Task instructions:
Filter out all lines without the word "position" from the data below, please, and copy the rest.

Stored data entries:
►
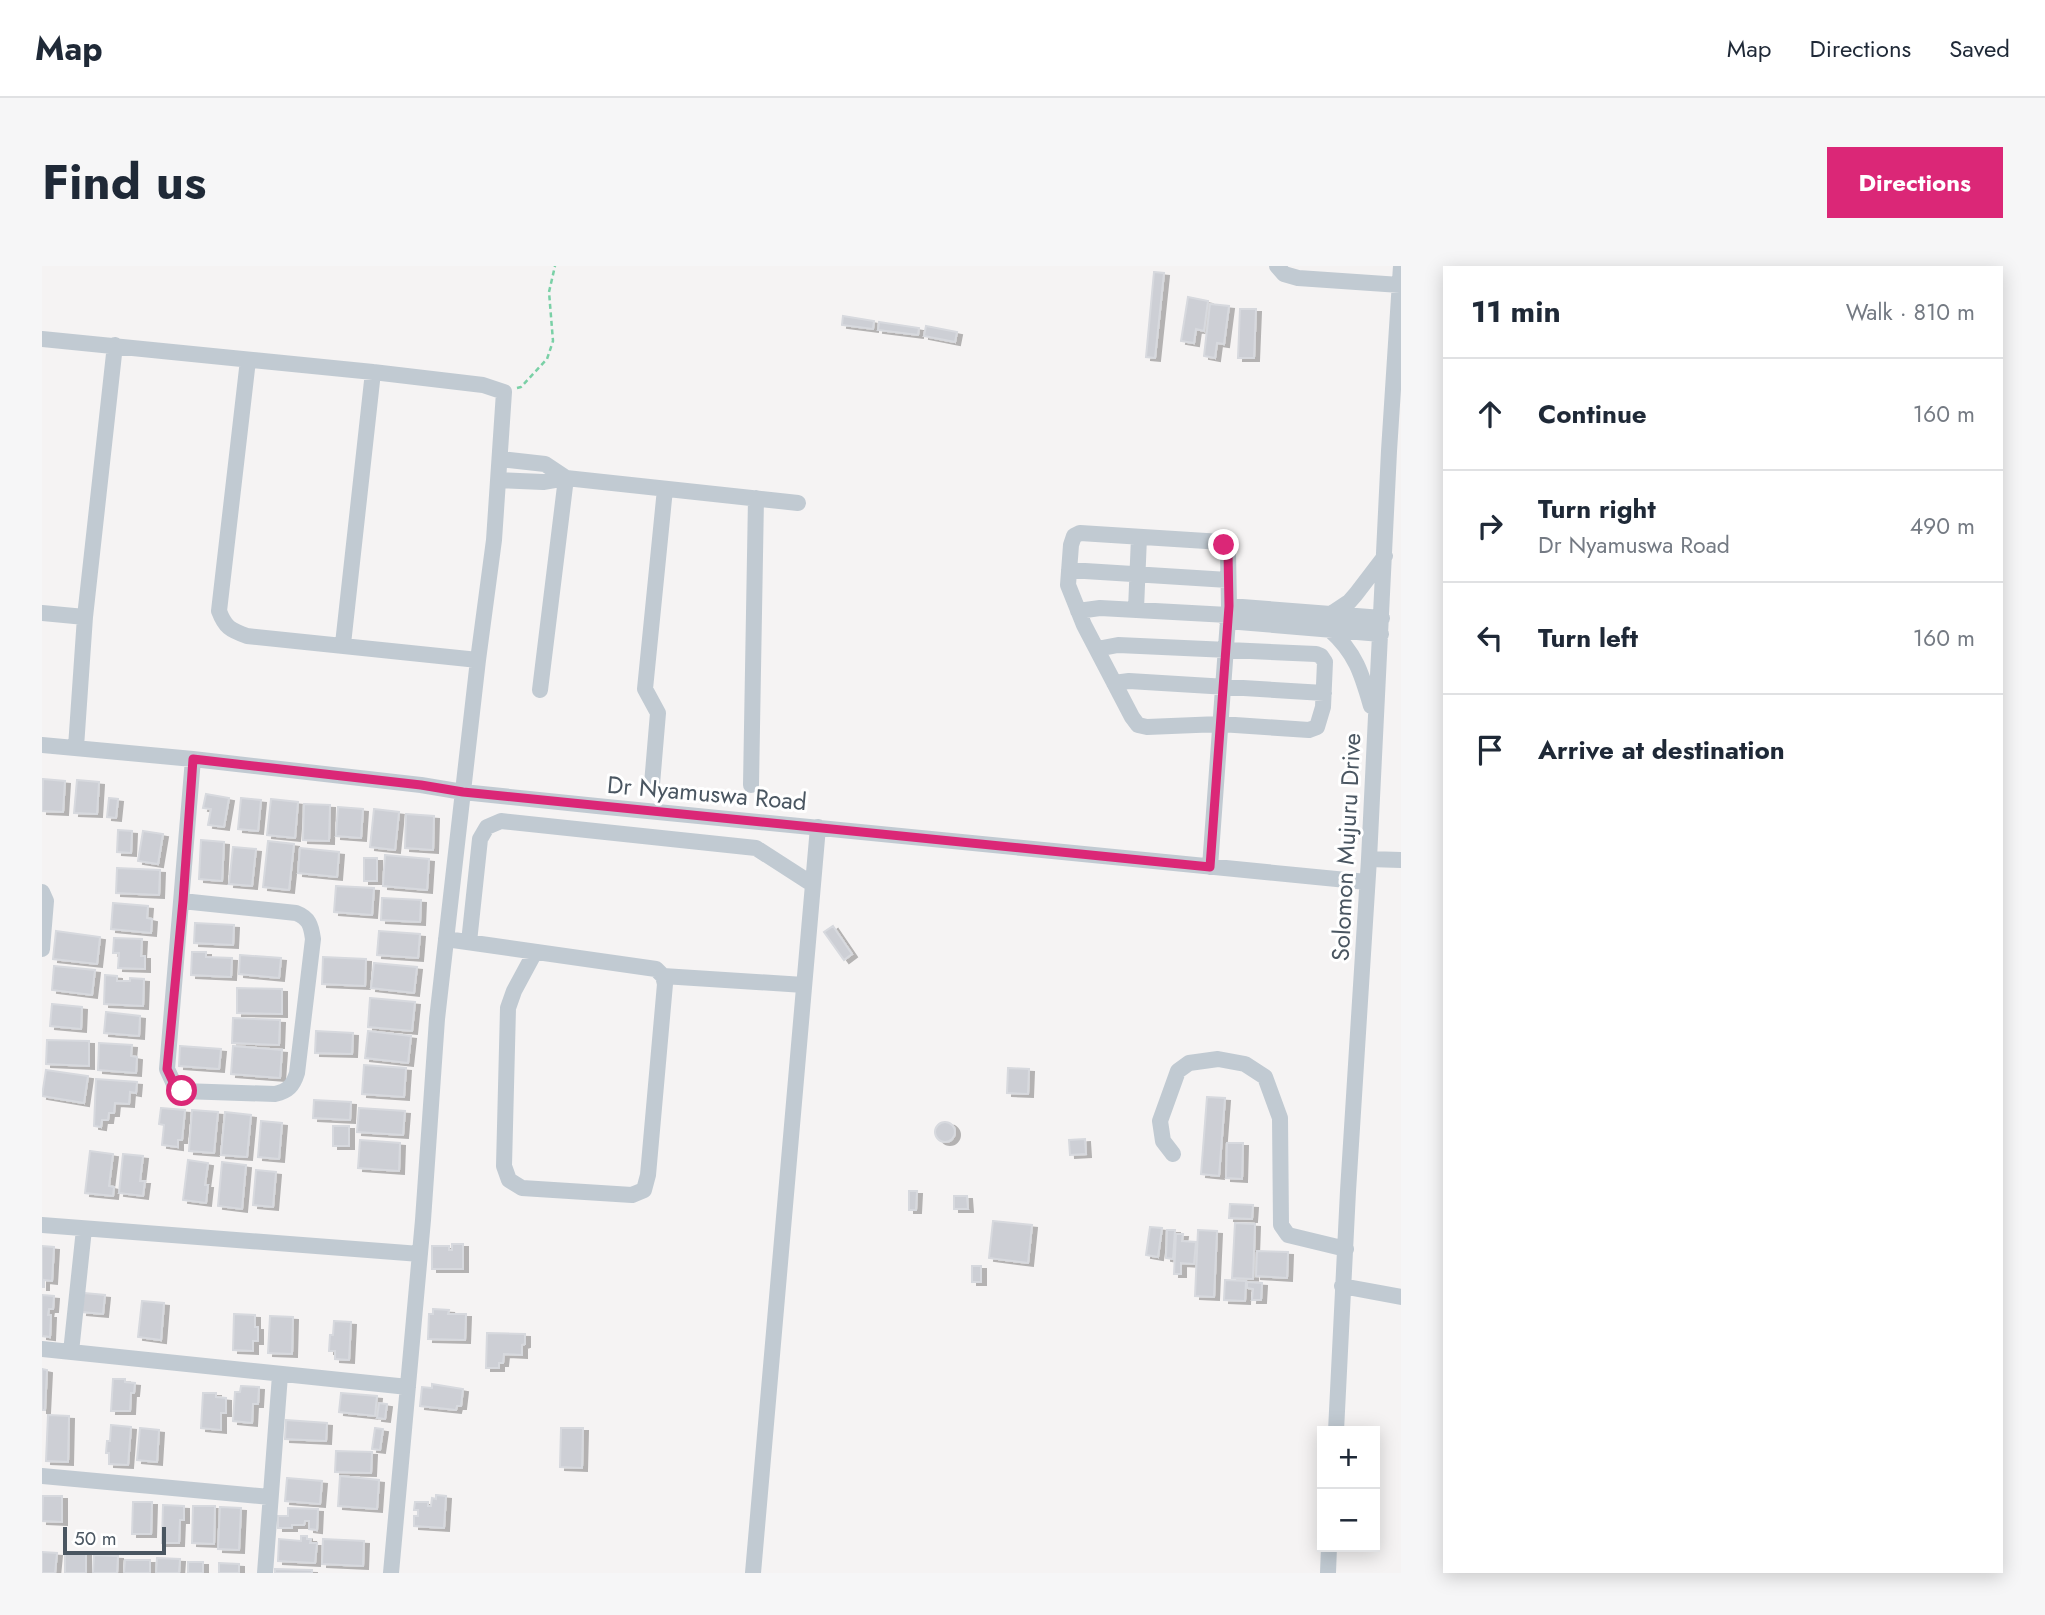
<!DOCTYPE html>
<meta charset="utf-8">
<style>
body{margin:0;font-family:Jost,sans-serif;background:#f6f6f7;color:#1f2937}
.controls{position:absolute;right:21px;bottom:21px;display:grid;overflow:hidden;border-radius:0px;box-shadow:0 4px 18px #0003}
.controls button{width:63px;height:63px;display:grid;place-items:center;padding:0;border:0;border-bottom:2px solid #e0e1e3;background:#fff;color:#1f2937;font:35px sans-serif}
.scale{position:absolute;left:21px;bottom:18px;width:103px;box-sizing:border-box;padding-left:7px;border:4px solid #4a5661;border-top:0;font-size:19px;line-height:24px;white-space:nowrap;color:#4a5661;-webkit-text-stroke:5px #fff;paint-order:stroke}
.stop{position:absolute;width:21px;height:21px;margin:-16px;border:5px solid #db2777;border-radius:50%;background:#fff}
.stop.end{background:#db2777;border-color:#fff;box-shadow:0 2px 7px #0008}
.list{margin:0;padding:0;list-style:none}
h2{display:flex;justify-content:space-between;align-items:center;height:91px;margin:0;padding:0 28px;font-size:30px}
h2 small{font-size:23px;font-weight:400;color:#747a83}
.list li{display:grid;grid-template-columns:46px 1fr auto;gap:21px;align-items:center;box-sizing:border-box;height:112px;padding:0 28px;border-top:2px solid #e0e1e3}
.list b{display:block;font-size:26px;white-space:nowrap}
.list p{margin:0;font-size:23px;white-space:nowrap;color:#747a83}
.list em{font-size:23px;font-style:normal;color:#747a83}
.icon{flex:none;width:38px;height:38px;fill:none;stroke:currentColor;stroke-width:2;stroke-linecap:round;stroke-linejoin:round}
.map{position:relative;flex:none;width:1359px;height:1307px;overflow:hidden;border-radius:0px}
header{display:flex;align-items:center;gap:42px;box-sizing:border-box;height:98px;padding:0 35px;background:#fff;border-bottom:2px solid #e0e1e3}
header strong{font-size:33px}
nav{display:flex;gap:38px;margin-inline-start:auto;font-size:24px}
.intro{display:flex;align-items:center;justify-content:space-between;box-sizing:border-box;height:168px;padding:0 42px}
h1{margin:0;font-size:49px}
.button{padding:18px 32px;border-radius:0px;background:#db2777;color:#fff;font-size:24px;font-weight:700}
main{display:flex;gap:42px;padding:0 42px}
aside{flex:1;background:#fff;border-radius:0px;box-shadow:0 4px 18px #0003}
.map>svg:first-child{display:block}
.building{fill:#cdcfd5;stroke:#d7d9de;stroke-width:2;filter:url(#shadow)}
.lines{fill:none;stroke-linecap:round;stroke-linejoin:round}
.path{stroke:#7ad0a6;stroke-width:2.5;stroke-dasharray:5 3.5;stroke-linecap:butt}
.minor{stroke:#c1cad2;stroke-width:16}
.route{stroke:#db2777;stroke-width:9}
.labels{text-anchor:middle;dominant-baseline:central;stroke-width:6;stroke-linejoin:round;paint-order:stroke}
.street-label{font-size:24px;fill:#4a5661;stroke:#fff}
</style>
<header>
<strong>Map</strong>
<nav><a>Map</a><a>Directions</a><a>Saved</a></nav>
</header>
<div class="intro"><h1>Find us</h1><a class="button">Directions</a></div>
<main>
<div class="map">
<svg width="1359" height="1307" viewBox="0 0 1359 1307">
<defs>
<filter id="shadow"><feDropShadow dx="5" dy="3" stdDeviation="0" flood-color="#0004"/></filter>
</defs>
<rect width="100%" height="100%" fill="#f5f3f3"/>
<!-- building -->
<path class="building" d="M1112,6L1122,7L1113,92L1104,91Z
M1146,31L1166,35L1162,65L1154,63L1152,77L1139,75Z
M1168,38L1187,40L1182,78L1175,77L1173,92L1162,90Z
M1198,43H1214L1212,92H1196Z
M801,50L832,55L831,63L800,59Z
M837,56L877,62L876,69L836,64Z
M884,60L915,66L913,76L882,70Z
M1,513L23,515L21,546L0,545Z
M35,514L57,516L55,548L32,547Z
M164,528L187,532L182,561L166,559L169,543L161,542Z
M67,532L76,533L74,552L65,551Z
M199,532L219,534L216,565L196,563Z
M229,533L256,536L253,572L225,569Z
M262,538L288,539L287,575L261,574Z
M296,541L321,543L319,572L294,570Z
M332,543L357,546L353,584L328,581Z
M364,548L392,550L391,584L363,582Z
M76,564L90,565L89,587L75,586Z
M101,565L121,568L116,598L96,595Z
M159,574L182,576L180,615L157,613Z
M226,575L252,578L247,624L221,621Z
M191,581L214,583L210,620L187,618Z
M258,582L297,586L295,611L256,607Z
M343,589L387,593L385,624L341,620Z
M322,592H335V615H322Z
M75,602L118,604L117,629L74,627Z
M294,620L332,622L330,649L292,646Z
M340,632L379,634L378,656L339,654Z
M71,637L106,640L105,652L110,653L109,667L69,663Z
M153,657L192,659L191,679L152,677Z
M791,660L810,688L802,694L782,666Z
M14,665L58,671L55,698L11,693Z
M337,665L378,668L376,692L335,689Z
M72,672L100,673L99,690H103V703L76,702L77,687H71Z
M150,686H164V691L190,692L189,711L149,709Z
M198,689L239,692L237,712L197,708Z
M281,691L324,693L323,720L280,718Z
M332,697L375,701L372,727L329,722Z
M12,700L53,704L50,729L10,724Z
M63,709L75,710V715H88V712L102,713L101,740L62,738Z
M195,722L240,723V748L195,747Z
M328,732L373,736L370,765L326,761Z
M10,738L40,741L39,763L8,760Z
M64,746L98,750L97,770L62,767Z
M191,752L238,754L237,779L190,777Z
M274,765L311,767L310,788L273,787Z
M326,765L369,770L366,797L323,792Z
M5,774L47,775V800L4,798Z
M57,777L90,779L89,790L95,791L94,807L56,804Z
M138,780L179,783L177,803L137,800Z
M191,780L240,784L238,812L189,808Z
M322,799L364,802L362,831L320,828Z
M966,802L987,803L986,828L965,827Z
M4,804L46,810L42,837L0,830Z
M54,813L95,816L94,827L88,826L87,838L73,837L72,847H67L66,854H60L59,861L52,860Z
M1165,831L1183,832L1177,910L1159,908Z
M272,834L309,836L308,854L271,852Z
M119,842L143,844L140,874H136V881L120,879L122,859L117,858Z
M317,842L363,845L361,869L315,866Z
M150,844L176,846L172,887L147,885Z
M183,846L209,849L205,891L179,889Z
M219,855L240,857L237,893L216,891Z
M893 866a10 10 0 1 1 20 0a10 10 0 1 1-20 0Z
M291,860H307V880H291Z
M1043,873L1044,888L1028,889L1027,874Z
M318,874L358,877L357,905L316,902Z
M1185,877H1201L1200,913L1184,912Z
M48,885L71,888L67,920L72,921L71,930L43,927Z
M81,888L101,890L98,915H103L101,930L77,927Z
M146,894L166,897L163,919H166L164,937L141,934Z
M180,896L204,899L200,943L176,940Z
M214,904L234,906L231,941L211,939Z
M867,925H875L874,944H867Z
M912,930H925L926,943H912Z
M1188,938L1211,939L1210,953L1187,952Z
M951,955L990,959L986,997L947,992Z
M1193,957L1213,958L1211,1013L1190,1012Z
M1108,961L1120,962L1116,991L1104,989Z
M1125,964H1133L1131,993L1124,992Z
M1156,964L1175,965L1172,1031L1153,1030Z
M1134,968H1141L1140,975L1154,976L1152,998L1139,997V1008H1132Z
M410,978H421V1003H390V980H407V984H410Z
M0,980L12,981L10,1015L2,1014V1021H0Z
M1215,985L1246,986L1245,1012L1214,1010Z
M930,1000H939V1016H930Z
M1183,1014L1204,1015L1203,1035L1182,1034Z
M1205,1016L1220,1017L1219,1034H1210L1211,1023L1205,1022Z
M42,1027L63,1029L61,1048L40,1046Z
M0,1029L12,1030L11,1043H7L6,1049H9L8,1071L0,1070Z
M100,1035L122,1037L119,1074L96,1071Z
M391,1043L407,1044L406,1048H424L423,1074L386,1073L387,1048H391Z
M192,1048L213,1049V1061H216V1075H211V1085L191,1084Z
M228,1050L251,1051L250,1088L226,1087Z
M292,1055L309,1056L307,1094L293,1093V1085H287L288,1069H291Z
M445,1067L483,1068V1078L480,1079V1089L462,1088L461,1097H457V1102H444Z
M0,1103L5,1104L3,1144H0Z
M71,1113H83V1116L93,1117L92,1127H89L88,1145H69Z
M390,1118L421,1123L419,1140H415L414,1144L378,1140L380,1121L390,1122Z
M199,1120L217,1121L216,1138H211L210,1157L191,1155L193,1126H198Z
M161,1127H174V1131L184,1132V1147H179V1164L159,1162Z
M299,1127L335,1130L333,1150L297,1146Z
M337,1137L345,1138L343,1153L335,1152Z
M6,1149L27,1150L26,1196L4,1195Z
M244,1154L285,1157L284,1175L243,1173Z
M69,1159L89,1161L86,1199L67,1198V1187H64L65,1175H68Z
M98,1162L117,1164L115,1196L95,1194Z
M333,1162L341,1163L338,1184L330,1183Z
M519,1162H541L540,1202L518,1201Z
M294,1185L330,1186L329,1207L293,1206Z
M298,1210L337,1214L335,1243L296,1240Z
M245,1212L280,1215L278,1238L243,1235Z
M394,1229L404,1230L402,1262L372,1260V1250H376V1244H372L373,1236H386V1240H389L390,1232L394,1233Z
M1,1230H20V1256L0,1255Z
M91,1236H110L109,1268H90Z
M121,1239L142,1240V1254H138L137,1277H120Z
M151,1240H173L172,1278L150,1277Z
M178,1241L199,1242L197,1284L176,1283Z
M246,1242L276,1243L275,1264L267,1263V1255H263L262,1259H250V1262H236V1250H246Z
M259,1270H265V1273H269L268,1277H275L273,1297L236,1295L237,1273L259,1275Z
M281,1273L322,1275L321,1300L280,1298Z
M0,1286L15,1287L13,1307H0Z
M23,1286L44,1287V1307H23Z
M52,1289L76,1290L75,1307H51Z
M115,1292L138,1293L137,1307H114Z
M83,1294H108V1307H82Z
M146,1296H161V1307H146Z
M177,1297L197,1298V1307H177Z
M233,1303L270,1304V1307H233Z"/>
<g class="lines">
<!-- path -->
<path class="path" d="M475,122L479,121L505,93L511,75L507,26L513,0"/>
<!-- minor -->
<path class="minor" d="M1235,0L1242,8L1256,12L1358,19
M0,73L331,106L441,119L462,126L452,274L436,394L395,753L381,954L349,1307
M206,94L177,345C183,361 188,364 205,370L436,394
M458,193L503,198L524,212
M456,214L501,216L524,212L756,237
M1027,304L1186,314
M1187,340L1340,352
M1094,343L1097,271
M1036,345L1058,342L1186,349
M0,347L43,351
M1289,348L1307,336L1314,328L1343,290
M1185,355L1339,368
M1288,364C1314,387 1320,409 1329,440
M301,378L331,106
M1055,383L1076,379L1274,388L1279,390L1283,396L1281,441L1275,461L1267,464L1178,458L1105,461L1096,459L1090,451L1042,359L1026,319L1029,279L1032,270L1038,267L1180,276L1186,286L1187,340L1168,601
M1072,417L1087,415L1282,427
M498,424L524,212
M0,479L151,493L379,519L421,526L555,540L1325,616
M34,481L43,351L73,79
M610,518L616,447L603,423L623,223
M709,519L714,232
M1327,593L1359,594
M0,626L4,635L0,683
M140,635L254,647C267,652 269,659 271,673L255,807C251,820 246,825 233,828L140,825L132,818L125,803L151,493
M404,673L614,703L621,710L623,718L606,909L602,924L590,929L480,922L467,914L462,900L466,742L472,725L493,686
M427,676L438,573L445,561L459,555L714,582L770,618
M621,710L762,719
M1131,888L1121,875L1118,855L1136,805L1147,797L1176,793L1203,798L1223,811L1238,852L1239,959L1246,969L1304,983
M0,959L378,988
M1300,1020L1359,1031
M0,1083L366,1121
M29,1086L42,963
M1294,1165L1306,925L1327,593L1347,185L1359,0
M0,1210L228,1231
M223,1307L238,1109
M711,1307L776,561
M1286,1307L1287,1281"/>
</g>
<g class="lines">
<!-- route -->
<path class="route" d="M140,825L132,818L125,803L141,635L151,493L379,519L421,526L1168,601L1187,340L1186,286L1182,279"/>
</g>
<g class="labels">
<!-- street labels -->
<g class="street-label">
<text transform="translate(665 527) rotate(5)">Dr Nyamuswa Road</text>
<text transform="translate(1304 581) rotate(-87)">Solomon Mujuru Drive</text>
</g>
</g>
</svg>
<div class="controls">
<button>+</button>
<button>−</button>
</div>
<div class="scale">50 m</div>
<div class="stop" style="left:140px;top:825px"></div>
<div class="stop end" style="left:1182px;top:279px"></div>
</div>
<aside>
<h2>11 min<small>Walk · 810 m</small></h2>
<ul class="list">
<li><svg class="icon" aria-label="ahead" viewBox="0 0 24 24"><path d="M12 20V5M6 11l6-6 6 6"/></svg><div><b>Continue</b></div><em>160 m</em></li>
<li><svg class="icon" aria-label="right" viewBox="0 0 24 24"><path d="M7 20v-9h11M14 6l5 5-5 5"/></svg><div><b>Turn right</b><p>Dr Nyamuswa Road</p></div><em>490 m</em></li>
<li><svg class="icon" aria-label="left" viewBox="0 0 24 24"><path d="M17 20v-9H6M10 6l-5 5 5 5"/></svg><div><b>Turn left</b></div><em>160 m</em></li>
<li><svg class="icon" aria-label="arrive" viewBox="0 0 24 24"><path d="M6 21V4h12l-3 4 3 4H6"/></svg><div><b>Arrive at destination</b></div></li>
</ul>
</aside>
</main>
◄
Task result:
.controls{position:absolute;right:21px;bottom:21px;display:grid;overflow:hidden;border-radius:0px;box-shadow:0 4px 18px #0003}
.scale{position:absolute;left:21px;bottom:18px;width:103px;box-sizing:border-box;padding-left:7px;border:4px solid #4a5661;border-top:0;font-size:19px;line-height:24px;white-space:nowrap;color:#4a5661;-webkit-text-stroke:5px #fff;paint-order:stroke}
.stop{position:absolute;width:21px;height:21px;margin:-16px;border:5px solid #db2777;border-radius:50%;background:#fff}
.map{position:relative;flex:none;width:1359px;height:1307px;overflow:hidden;border-radius:0px}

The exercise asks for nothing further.